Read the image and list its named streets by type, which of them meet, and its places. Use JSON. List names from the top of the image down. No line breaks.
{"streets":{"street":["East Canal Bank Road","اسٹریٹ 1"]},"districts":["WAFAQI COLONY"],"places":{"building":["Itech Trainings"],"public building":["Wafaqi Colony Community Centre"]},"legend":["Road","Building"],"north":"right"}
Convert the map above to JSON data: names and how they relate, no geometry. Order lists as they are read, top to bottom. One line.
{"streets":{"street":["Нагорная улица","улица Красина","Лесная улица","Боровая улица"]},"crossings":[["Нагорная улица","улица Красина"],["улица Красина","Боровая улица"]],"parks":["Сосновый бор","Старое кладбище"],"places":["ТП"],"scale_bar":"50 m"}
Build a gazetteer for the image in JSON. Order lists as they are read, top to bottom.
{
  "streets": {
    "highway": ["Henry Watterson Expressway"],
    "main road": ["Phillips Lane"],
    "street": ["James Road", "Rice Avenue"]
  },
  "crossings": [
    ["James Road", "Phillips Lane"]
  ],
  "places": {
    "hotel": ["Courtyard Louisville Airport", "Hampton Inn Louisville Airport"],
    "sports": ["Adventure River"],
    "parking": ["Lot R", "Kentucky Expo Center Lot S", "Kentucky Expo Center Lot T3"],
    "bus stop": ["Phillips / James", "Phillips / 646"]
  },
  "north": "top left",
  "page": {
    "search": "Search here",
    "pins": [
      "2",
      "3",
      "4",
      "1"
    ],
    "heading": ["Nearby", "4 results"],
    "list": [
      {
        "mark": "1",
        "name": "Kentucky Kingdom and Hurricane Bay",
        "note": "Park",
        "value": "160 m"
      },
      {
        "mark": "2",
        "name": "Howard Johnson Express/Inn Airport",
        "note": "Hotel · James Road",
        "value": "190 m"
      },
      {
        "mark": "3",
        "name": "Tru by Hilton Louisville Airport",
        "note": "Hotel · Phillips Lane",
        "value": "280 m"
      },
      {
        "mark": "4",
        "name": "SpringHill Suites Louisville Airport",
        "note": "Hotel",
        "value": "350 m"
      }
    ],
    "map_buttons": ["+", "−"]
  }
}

┄┄┄┄┄┄

= Exercise requirements =
Write out exactly, and only, each line from the one with "Build a gazetteer" down to the last line of the records above.

= Response =
Build a gazetteer for the image in JSON. Order lists as they are read, top to bottom.
{
  "streets": {
    "highway": ["Henry Watterson Expressway"],
    "main road": ["Phillips Lane"],
    "street": ["James Road", "Rice Avenue"]
  },
  "crossings": [
    ["James Road", "Phillips Lane"]
  ],
  "places": {
    "hotel": ["Courtyard Louisville Airport", "Hampton Inn Louisville Airport"],
    "sports": ["Adventure River"],
    "parking": ["Lot R", "Kentucky Expo Center Lot S", "Kentucky Expo Center Lot T3"],
    "bus stop": ["Phillips / James", "Phillips / 646"]
  },
  "north": "top left",
  "page": {
    "search": "Search here",
    "pins": [
      "2",
      "3",
      "4",
      "1"
    ],
    "heading": ["Nearby", "4 results"],
    "list": [
      {
        "mark": "1",
        "name": "Kentucky Kingdom and Hurricane Bay",
        "note": "Park",
        "value": "160 m"
      },
      {
        "mark": "2",
        "name": "Howard Johnson Express/Inn Airport",
        "note": "Hotel · James Road",
        "value": "190 m"
      },
      {
        "mark": "3",
        "name": "Tru by Hilton Louisville Airport",
        "note": "Hotel · Phillips Lane",
        "value": "280 m"
      },
      {
        "mark": "4",
        "name": "SpringHill Suites Louisville Airport",
        "note": "Hotel",
        "value": "350 m"
      }
    ],
    "map_buttons": ["+", "−"]
  }
}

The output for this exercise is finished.